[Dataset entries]
+ + + + + + +
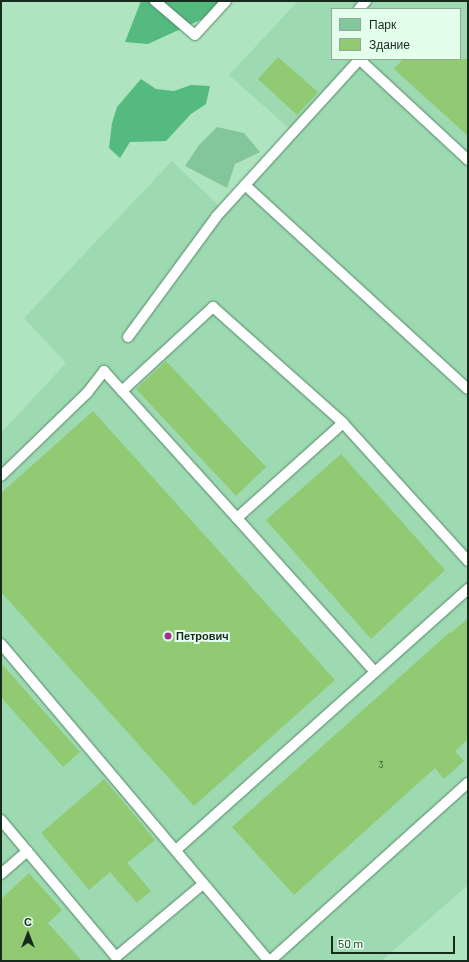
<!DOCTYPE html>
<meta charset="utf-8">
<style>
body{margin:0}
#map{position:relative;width:469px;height:962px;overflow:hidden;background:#afe4c1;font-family:Barlow,sans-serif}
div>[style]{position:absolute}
.built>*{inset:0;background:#9ddab2}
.green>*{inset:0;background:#83c69b}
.forest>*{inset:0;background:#54ba7f}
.building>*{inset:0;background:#91ca73}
.roads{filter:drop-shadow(0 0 1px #548767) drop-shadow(0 0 1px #548767)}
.service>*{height:10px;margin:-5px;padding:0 5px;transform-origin:5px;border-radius:5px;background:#fff}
.dots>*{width:11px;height:11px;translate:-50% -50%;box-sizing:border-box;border:2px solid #e4feec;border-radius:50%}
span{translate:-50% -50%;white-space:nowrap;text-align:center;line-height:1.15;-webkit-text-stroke:4px #e4feec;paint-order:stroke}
.number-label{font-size:9px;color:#355333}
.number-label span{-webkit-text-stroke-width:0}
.poi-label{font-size:11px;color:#162b1e;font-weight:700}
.left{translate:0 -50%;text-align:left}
.frame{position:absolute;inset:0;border:2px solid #162b1e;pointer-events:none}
.legend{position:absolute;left:331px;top:8px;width:130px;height:52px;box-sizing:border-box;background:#e4feec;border:1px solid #92aa9a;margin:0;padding:5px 7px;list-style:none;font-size:12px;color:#162b1e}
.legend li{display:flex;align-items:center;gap:8px;height:20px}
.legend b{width:20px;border:1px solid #92aa9a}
.north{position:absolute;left:8px;top:914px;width:40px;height:40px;-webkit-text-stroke:3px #e4feec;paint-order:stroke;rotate:0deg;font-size:11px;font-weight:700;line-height:16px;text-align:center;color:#162b1e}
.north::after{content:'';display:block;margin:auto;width:14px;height:18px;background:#162b1e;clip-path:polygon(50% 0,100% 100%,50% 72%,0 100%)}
.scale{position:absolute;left:331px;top:936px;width:124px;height:18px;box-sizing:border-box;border:2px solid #162b1e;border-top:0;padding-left:5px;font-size:12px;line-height:14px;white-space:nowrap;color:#162b1e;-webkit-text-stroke:3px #e4feec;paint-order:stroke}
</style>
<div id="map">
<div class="built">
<div style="clip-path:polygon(evenodd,298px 1px,468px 1px,468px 885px,381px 961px,1px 961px,1px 433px,66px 363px,24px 318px,172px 161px,219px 206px,290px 129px,229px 75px,298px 1px,332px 9px,460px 9px,460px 59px,332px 59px,332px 9px)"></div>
</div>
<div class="green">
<div style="clip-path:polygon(217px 127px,244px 133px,260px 152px,235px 164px,227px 188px,185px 166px,199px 145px)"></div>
</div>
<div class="forest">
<div style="clip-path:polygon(141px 1px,231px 1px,222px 10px,148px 44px,125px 42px)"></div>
<div style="clip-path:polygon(141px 79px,156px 89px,174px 91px,191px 85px,210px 86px,206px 104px,191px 114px,166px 141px,130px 142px,120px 158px,109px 148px,112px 123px,117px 107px)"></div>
</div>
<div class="building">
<div style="clip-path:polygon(278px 57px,318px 92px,297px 115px,258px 79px)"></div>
<div style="clip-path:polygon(403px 59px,468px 59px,468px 136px,394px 69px)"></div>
<div style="clip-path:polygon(166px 361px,266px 467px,236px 496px,136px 389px)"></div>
<div style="clip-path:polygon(93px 411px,335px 680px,194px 806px,1px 592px,1px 493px)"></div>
<div style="clip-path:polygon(341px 454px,445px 570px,371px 639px,266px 520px)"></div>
<div style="clip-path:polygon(468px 618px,468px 739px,455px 751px,464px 761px,444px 779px,435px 768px,294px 895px,232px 827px,450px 632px,451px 633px)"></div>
<div style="clip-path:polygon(1px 663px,80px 752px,63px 767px,1px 697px)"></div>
<div style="clip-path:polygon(104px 779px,155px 840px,127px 863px,151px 891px,137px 903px,110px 872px,89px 890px,41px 833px)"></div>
<div style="clip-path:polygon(29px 873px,62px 910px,48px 923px,82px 961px,1px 961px,1px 899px)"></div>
</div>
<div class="roads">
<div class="service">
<div style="left:155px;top:1px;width:52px;rotate:40.4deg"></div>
<div style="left:195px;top:35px;width:46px;rotate:-47.6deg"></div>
<div style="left:359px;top:9px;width:11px;rotate:-49deg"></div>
<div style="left:359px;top:59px;width:149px;rotate:42.8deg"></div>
<div style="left:245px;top:185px;width:302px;rotate:42.5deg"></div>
<div style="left:128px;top:337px;width:149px;rotate:-53.7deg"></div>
<div style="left:216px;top:217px;width:214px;rotate:-47.7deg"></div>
<div style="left:122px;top:391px;width:124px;rotate:-42.7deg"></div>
<div style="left:213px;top:307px;width:174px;rotate:41.7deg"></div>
<div style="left:1px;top:476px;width:120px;rotate:-44deg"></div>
<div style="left:87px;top:393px;width:28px;rotate:-52deg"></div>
<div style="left:104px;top:371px;width:198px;rotate:47.9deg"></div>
<div style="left:1px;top:644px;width:415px;rotate:49.8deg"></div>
<div style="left:375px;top:672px;width:207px;rotate:-131.9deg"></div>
<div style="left:237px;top:518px;width:142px;rotate:-41.9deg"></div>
<div style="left:343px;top:423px;width:186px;rotate:47.8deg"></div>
<div style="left:1px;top:820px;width:179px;rotate:50deg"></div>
<div style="left:116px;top:957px;width:114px;rotate:-40deg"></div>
<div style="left:176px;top:850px;width:392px;rotate:-41.8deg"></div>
<div style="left:1px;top:874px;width:35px;rotate:-41deg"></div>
<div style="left:270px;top:961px;width:266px;rotate:-42deg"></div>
</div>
</div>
<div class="dots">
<div style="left:168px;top:636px;background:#a1308d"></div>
</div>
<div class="number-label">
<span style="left:381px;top:765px">3</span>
</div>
<div class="poi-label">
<span class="left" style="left:176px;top:636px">Петрович</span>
</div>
<div class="frame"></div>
<ul class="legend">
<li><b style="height:11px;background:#83c69b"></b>Парк</li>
<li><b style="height:11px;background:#91ca73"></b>Здание</li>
</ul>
<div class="north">С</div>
<div class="scale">50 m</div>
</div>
+ + + + + + +
*What is needed*
Please return, exactly as written, the lines from the first line of the records above through the line containing "1px #548767) drop-shadow(0", both included, leaving out any pictures.

*Answer to this task*
<!DOCTYPE html>
<meta charset="utf-8">
<style>
body{margin:0}
#map{position:relative;width:469px;height:962px;overflow:hidden;background:#afe4c1;font-family:Barlow,sans-serif}
div>[style]{position:absolute}
.built>*{inset:0;background:#9ddab2}
.green>*{inset:0;background:#83c69b}
.forest>*{inset:0;background:#54ba7f}
.building>*{inset:0;background:#91ca73}
.roads{filter:drop-shadow(0 0 1px #548767) drop-shadow(0 0 1px #548767)}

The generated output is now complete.